• Description of the task: From the first line of the records below through the line with "function drawText(font, color, halo, rows, align", output each line exactly; skip the pictures.

• Given information:

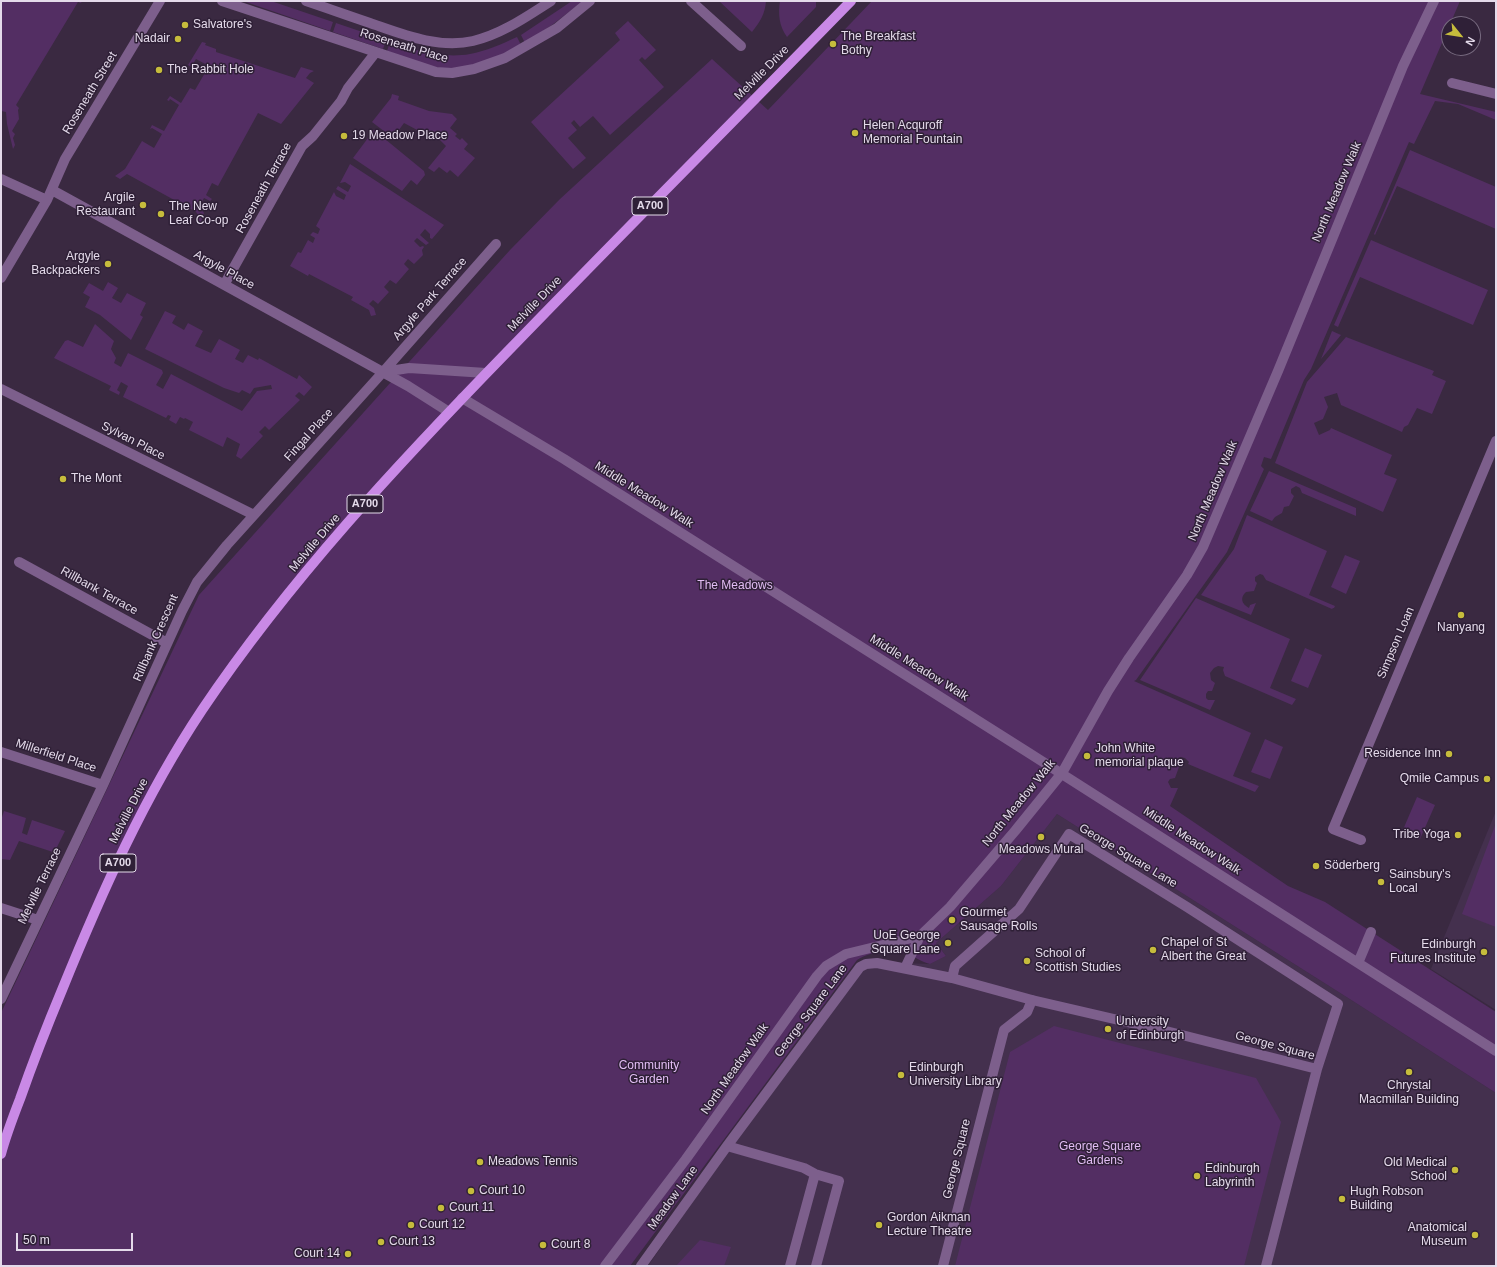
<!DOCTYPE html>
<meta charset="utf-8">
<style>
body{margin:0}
#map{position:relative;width:1497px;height:1267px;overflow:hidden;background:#3a2941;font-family:Arial,sans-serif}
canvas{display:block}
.frame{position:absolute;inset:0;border:2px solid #e4daea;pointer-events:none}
.north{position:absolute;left:1441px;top:16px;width:40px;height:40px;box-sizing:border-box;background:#2f2037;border:1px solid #776a7f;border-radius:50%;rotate:120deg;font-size:11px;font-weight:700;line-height:16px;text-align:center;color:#e4daea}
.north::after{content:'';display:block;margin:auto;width:14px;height:18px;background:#c6bc3c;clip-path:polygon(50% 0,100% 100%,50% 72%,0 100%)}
.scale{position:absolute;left:16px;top:1233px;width:117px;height:18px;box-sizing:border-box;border:2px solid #e4daea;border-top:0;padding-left:5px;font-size:12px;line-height:14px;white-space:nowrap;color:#e4daea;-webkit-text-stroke:3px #2f2037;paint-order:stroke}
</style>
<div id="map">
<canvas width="1497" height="1267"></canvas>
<div class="frame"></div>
<div class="north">N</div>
<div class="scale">50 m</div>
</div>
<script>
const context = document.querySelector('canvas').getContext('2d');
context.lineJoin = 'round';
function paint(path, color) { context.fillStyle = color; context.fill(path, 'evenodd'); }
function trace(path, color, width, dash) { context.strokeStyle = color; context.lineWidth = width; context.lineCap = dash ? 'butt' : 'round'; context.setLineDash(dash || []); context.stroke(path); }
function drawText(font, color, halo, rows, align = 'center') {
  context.font = font + ' Arial,sans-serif'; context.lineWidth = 3; context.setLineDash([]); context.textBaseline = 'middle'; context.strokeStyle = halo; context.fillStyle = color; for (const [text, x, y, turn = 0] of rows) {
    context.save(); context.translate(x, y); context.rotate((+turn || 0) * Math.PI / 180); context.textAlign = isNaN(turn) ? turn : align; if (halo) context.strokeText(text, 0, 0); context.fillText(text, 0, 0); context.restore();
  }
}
const built = new Path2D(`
 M1496 811V1010L1431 969Z
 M1057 814 1356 1003 1496 1093V1266H648L725 1155 868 962 930 964 946 956 936 943 1001 886Z`);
const green = new Path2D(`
 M1 1H82L81 3 78 2 16 105 19 108 18 110 19 119 12 131 15 134 13 138 15 145 13 149 7 124 6 112 1 111Z
 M243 1H271L333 22 330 31Z
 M572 1H583L552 25 525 43 521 35Z
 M719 1H766C765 14 760 22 752 32Z
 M780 1H816V7L787 37C779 26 778 14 780 1Z
 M872 1H1460L1420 94 1496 112V120L1458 104 1435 101 1414 144 1409 142 1311 369 1304 380 1271 459 1264 457 1261 466 1264 469 1227 552 1136 680 1134 681 1251 733 1233 776 1259 786 1255 792 1188 764 1189 762 1185 758 1180 757 1177 761V765L1179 767 1175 778 1170 779 1168 782 1171 788H1178L1170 806 1288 886 1325 902 1496 1012V1093L1356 1003 1057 814 1001 886 936 943 946 956 930 964C921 962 913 955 903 953 889 949 869 952 857 960L630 1266H1V1013L199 595 510 250 560 199 712 59 768 110Z
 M628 21 656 50 645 60 642 57 639 60 664 87 610 135 593 116 580 127 574 120 571 123 577 130 568 138 586 158 573 169 531 122 620 40 615 33Z
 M336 23 386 40 383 49 333 32Z
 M517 37 521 45C496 58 464 73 435 67 419 64 403 56 387 51L390 42C415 50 443 59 470 54 486 51 502 44 517 37Z
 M202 42 206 43 205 45 216 49V52L295 78 301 67 314 71 310 73 306 78 314 83 281 124 258 113 218 186 212 183 206 195 212 199 210 201 204 198 199 207 204 213 201 222 197 221 199 216 196 212 127 174 120 179 115 176 125 169 142 141 154 148 162 134 152 128 150 129 152 125 164 131 179 105 170 99 169 101 167 100 170 96 181 103 190 88 195 90 209 66 196 59 191 67 188 65Z
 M392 94 399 96 398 100 429 111 452 114 457 119 450 128 457 134 455 136 460 140 462 138 468 144 464 149 475 158 458 177 450 170 447 173 439 167 434 172 428 168 446 146 440 140H436L404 123 393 138 372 122 391 98Z
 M374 130 424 171 425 175 417 185 411 180 402 191 353 158Z
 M1410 150 1496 187V229L1397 186 1375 235 1374 234Z
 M350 164 444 225 432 239 430 238V234L425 229 420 235 429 243 426 245 417 238 414 241 420 247 423 246 424 247 422 250 423 255 414 264 408 259 404 264 409 269 396 284 390 280 384 287 389 292 378 304 373 300 369 304 374 308 376 315 371 316 369 310 351 300 353 297 309 274 308 276 290 266 298 252 301 253 308 240 313 243 315 238 310 235 313 232 318 234 320 229 316 226 334 192 336 196 344 200 346 195 336 189 338 186 348 192 351 186 345 182 340 183Z
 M1371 240 1488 290 1473 325 1360 277 1338 327 1334 325Z
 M108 282 118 288 112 298 121 303 127 293 146 303 140 315 143 317 131 340 100 315 85 307 90 297 83 293 89 283 103 291Z
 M165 311 176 316 172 323 184 330 188 323 203 331 195 346 211 353 219 339 240 350 235 359 243 363 248 355 258 360 259 358 297 379 299 375 312 387 304 396 299 392 295 396 300 400 269 430 265 426 259 432 263 436 241 459 236 456 240 444 227 437 223 447 189 430 193 422 185 418 184 419 180 417 176 424 169 420 171 416 168 415 166 418 123 397 128 386 121 382 117 390 120 392 119 395 109 390 111 386 54 358 65 341 68 340 83 347 95 324 114 341 111 349 116 358 114 363 121 367 128 353 162 370 163 373 156 385 163 389 171 374 242 411 257 391 272 389 271 385 254 388 250 394 242 390 239 393 224 388 145 349Z
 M1332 331 1341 335 1321 359Z
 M1346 337 1434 371 1432 375 1446 381 1432 414 1417 408 1408 425 1404 427 1402 432 1341 405 1337 393 1324 397 1328 407 1323 419 1314 423 1319 435 1330 430 1331 428 1392 455 1384 474 1397 479 1383 512 1275 463 1307 382Z
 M1269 471 1356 508V516L1302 493 1300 488 1296 486 1291 489V493L1294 496 1289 506 1284 507 1282 513 1275 517 1272 521 1250 511Z
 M1247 515 1327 551 1309 595 1335 606 1334 608H1333L1332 609 1266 580 1263 575 1260 574 1255 577V581L1257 583 1254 591 1246 592C1240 597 1241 604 1249 608L1250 605 1256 603 1251 615 1201 595 1234 549Z
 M1345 555 1360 561 1346 594 1331 587Z
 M1196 598 1290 639 1270 688 1296 699 1292 705 1225 676 1223 670 1224 667 1218 666 1214 668 1210 673 1211 680 1215 683 1212 691H1208L1206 694V698L1208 700H1215L1210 710 1140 680Z
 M1305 648 1322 655 1308 688 1291 681Z
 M1265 739 1283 747 1270 779 1251 772Z
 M1417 797 1435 805 1420 839 1402 832Z
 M4 811 26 818 22 833 27 835 32 820 65 831 55 851 53 852 19 841 10 860 1 859V820Z
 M1496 823V927L1462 914Z
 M1054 1026 1256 1078 1281 1122 1244 1266H955L1010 1052Z
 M700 1240 731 1247 724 1266H676Z`);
const pedestrian = new Path2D(`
 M462 398 564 459 1029 753 1496 1051
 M1358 963 1371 932
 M905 968 920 936
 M605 1266 686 1159 817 976 826 966 846 954 920 936 950 907 1015 831 1062 773 1108 691 1129 658 1187 575 1203 547 1278 371 1403 66 1434 1
 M943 1266 1004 1030 1027 1012 1032 1000`);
const minor = new Path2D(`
 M222 1 421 67 436 72 452 73 474 69 505 58 557 28 590 1
 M306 1C327 8 349 16 370 23 402 34 438 49 473 41 502 34 526 17 551 1
 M691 1 741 46
 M1452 83 1496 94
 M1 179 47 200
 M52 190 408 386 449 412
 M1 278 47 200 65 159 160 1
 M224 285 302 146 313 136 341 101 348 88 376 52
 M383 372 409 368 486 373
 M1 389 254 515
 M19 562 167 643
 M1 752 103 785
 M1361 840 1333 829 1496 441
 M1 908 38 920
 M952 978 955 966 1019 909 1069 834 1187 907 1338 1004 1317 1069 1266 1266
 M1 999 103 785 182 611 197 582 227 545 383 372 496 244
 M727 1146 804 1168 815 1174 839 1181 816 1266
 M641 1266 727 1146 860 967 866 964 877 963 952 978 1032 1000 1166 1031 1317 1069
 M790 1266 815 1174`);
const primary = new Path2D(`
 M1 1154C6 1135 13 1117 20 1099 33 1062 47 1026 62 990 101 894 144 797 202 710 290 579 399 463 509 350 622 233 737 118 851 1`);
const markers = [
 [185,25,4,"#c6bc3c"],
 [178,39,4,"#c6bc3c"],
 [833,44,4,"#c6bc3c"],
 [159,70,4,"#c6bc3c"],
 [855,133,4,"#c6bc3c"],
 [344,136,4,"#c6bc3c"],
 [143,205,4,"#c6bc3c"],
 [161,214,4,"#c6bc3c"],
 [108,264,4,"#c6bc3c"],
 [63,479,4,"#c6bc3c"],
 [1461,615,4,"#c6bc3c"],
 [1449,754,4,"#c6bc3c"],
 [1087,756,4,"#c6bc3c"],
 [1487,779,4,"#c6bc3c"],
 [1458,835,4,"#c6bc3c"],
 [1041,837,4,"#c6bc3c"],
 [1316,866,4,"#c6bc3c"],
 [1381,882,4,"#c6bc3c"],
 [952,920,4,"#c6bc3c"],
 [948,943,4,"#c6bc3c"],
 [1153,950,4,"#c6bc3c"],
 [1484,952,4,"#c6bc3c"],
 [1027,961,4,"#c6bc3c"],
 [1108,1029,4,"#c6bc3c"],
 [1409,1072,4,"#c6bc3c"],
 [901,1075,4,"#c6bc3c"],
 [480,1162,4,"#c6bc3c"],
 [1455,1170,4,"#c6bc3c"],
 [1197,1176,4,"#c6bc3c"],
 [471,1191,4,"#c6bc3c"],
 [1342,1199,4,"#c6bc3c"],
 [441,1208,4,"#c6bc3c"],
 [411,1225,4,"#c6bc3c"],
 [879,1225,4,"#c6bc3c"],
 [1475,1235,4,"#c6bc3c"],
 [381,1242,4,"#c6bc3c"],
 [543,1245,4,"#c6bc3c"],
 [348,1254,4,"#c6bc3c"]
];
const shields = [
 [650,206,36],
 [365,504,36],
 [118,863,36]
];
const shieldNames = [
 ["A700",650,206],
 ["A700",365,504],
 ["A700",118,863]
];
const poiNames = [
 ["Salvatore's",193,25],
 ["The Breakfast",841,37],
 ["Bothy",841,51],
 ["Nadair",170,39,"right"],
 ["The Rabbit Hole",167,70],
 ["Helen Acquroff",863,126],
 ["Memorial Fountain",863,140],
 ["19 Meadow Place",352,136],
 ["Argile",135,198,"right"],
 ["Restaurant",135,212,"right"],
 ["The New",169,207],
 ["Leaf Co-op",169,221],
 ["Argyle",100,257,"right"],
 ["Backpackers",100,271,"right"],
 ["The Mont",71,479],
 ["Nanyang",1461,628,"center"],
 ["John White",1095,749],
 ["memorial plaque",1095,763],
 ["Residence Inn",1441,754,"right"],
 ["Qmile Campus",1479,779,"right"],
 ["Tribe Yoga",1450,835,"right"],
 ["Meadows Mural",1041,850,"center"],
 ["Söderberg",1324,866],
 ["Sainsbury's",1389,875],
 ["Local",1389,889],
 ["Gourmet",960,913],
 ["Sausage Rolls",960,927],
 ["UoE George",940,936,"right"],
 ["Square Lane",940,950,"right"],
 ["Chapel of St",1161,943],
 ["Albert the Great",1161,957],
 ["Edinburgh",1476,945,"right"],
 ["Futures Institute",1476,959,"right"],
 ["School of",1035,954],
 ["Scottish Studies",1035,968],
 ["University",1116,1022],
 ["of Edinburgh",1116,1036],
 ["Edinburgh",909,1068],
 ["University Library",909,1082],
 ["Chrystal",1409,1086,"center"],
 ["Macmillan Building",1409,1100,"center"],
 ["Meadows Tennis",488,1162],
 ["Old Medical",1447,1163,"right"],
 ["School",1447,1177,"right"],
 ["Edinburgh",1205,1169],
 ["Labyrinth",1205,1183],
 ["Court 10",479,1191],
 ["Hugh Robson",1350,1192],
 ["Building",1350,1206],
 ["Court 11",449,1208],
 ["Gordon Aikman",887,1218],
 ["Lecture Theatre",887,1232],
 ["Court 12",419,1225],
 ["Anatomical",1467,1228,"right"],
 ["Museum",1467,1242,"right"],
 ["Court 13",389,1242],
 ["Court 8",551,1245],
 ["Court 14",340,1254,"right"]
];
const streetNames = [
 ["Roseneath Place",404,46,17],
 ["Melville Drive",762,73,-45],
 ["Roseneath Street",90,93,-59],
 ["Roseneath Terrace",264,188,-61],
 ["North Meadow Walk",1337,192,-67],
 ["Argyle Place",224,270,29],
 ["Argyle Park Terrace",430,299,-49],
 ["Melville Drive",535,304,-46],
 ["Fingal Place",309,435,-48],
 ["Sylvan Place",133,441,27],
 ["North Meadow Walk",1213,491,-67],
 ["Middle Meadow Walk",644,495,32],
 ["Melville Drive",315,543,-50],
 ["Rillbank Terrace",99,591,29],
 ["Rillbank Crescent",156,638,-66],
 ["Simpson Loan",1396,643,-67],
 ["Middle Meadow Walk",919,668,32],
 ["Millerfield Place",56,756,18],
 ["North Meadow Walk",1019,803,-51],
 ["Melville Drive",129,811,-63],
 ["Middle Meadow Walk",1192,841,33],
 ["George Square Lane",1128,856,31],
 ["Melville Terrace",40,886,-64],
 ["George Square Lane",811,1011,-53],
 ["George Square",1275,1046,15],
 ["North Meadow Walk",735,1069,-55],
 ["George Square",957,1159,-76],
 ["Meadow Lane",673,1198,-54]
];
const parkNames = [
 ["The Meadows",735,586],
 ["Community",649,1066],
 ["Garden",649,1080],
 ["George Square",1100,1147],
 ["Gardens",1100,1161]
];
paint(built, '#44304e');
paint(green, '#532e63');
trace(pedestrian, '#7d5f8c', 10);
trace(minor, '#7d5f8c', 10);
trace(primary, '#c989e6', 10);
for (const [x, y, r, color] of markers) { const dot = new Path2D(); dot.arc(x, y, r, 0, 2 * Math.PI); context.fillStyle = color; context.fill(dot); trace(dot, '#2f2037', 1.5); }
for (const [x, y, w] of shields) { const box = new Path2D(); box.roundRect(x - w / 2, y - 9, w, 18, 3); context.fillStyle = '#2f2037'; context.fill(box); trace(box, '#e4daea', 1); }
drawText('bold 11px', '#e4daea', null, shieldNames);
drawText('12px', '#e4daea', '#2f2037', poiNames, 'left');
drawText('12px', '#e4daea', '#2f2037', streetNames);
drawText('12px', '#e2bdf4', '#2f2037', parkNames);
</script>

• Worked solution:
<!DOCTYPE html>
<meta charset="utf-8">
<style>
body{margin:0}
#map{position:relative;width:1497px;height:1267px;overflow:hidden;background:#3a2941;font-family:Arial,sans-serif}
canvas{display:block}
.frame{position:absolute;inset:0;border:2px solid #e4daea;pointer-events:none}
.north{position:absolute;left:1441px;top:16px;width:40px;height:40px;box-sizing:border-box;background:#2f2037;border:1px solid #776a7f;border-radius:50%;rotate:120deg;font-size:11px;font-weight:700;line-height:16px;text-align:center;color:#e4daea}
.north::after{content:'';display:block;margin:auto;width:14px;height:18px;background:#c6bc3c;clip-path:polygon(50% 0,100% 100%,50% 72%,0 100%)}
.scale{position:absolute;left:16px;top:1233px;width:117px;height:18px;box-sizing:border-box;border:2px solid #e4daea;border-top:0;padding-left:5px;font-size:12px;line-height:14px;white-space:nowrap;color:#e4daea;-webkit-text-stroke:3px #2f2037;paint-order:stroke}
</style>
<div id="map">
<canvas width="1497" height="1267"></canvas>
<div class="frame"></div>
<div class="north">N</div>
<div class="scale">50 m</div>
</div>
<script>
const context = document.querySelector('canvas').getContext('2d');
context.lineJoin = 'round';
function paint(path, color) { context.fillStyle = color; context.fill(path, 'evenodd'); }
function trace(path, color, width, dash) { context.strokeStyle = color; context.lineWidth = width; context.lineCap = dash ? 'butt' : 'round'; context.setLineDash(dash || []); context.stroke(path); }
function drawText(font, color, halo, rows, align = 'center') {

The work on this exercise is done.